Make no mistake, the incoming Congress looks like it will be less amenable to trade liberalization than the last. Many friends (or, at least, non-enemies) of free trade in the last Congress have been replaced by “fair-trade” Democrats who have lamented the trade policies of the Bush Administration and seem keen to provide more “oversight” (read: populist obstructionism) on trade issues in the future.
However, rather than pass laws on warrantless wire-tapping and the like, the 109th Congress can make a positive contribution to U.S. policy in its last, dying weeks and vote in favor of granting “permanent normal trade relations” status to Vietnam. That would strengthen the bilateral relations between the United States and Vietnam, and bring economic benefits to both nations.
Holding up the passage of that bill before the elections was Sen. Mel Martinez (R- Fla.), concerned about the treatment of Thuong Nguyen “Cuc” Foshee, a Florida woman detained in Vietnam on suspicion of terrorism. Mrs Foshee was, however, released for health reasons and is due to return to the United States today. That paves the way for a House vote on the issue this week and, hopefully, a Senate vote soon after.

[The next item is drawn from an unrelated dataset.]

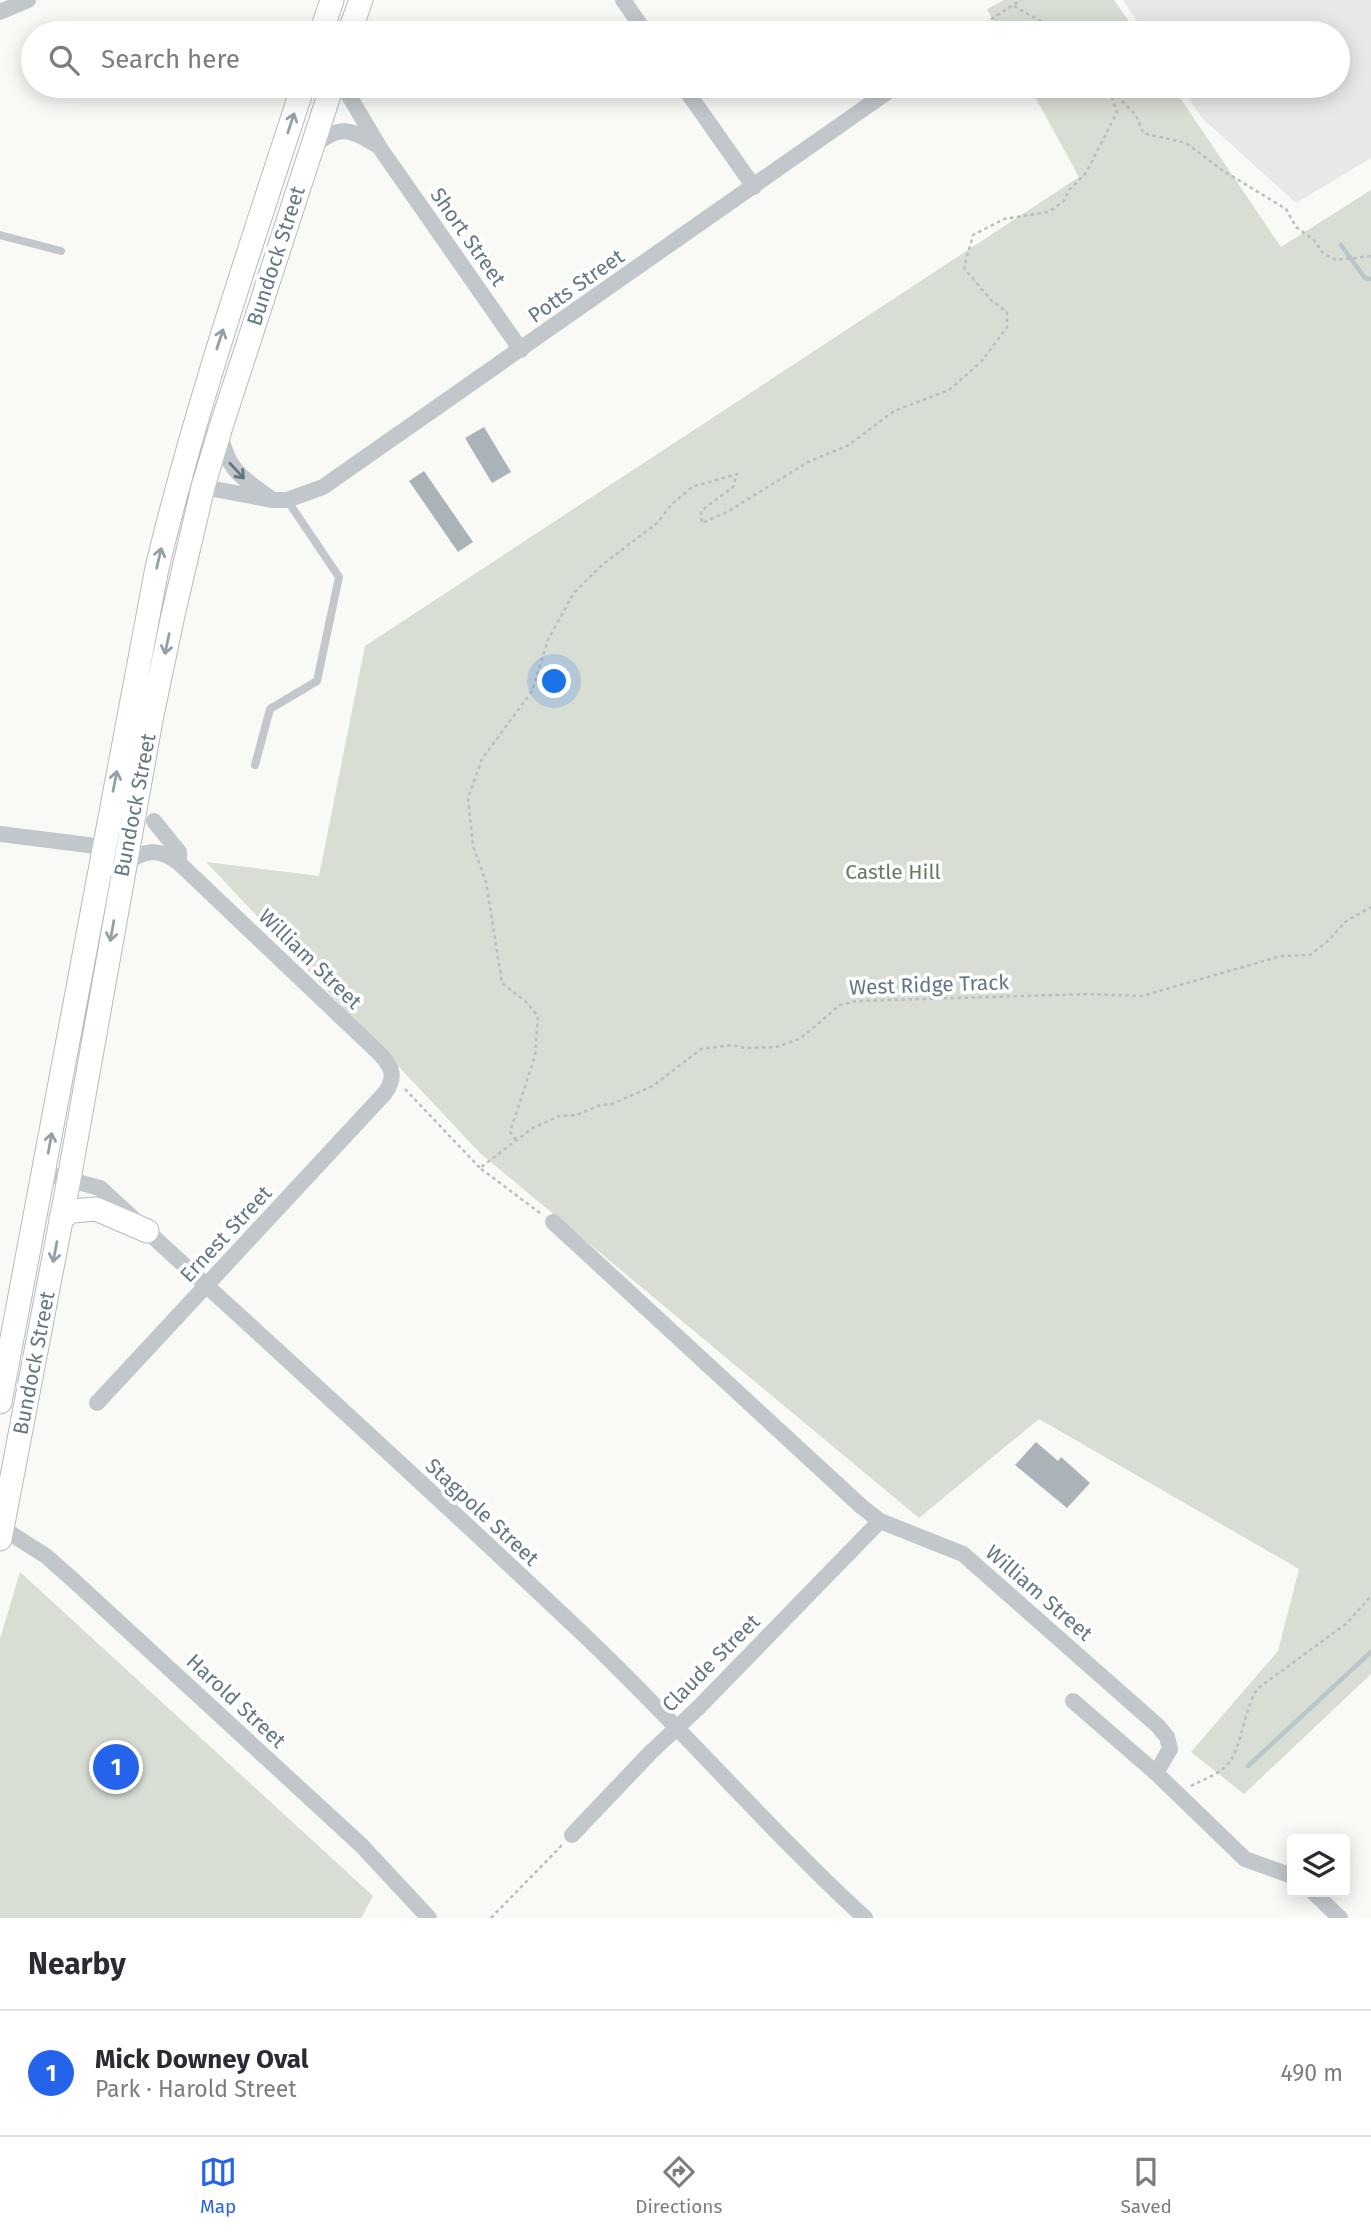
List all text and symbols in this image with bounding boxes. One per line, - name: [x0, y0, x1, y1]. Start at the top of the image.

Vietnam’s accession to the WTO has already been approved by the WTO membership, and a bilateral market access deal between the United States and Vietnam was sealed in May 2006. Vietnam would not, however, need to extend most-favoured-nation tariffs to the United States until Congress granted PNTR. Unless and until then, U.S. consumers and companies would not be able to take full advantage of Vietnam’s accession to the WTO. A market of more than 82 million people, growing at an average rate of 7.5 percent over the last decade, seems too good an opportunity to risk on a year-to-year basis (the current schedule for granting most-favored-nation status to Vietnam).
Apart from securing those economic benefits as soon as possible, however, a diplomatic embarrassment is ripe for the avoiding. President Bush is due to visit Hanoi from November 18-19 for the annual APEC (Asia Pacific Economic Cooperation) leaders meeting, at which the Doha round is due to be discussed.
My colleague Dan Ikenson has some concerns about the concessions made by the administration in order to secure the PNTR passage (see here), but this bill is one that the lame-duck Congress can, and should, pass quickly. Apart from the tangible economic benefits it will bring, it will have powerful “signal value” that the United States is still engaged on trade.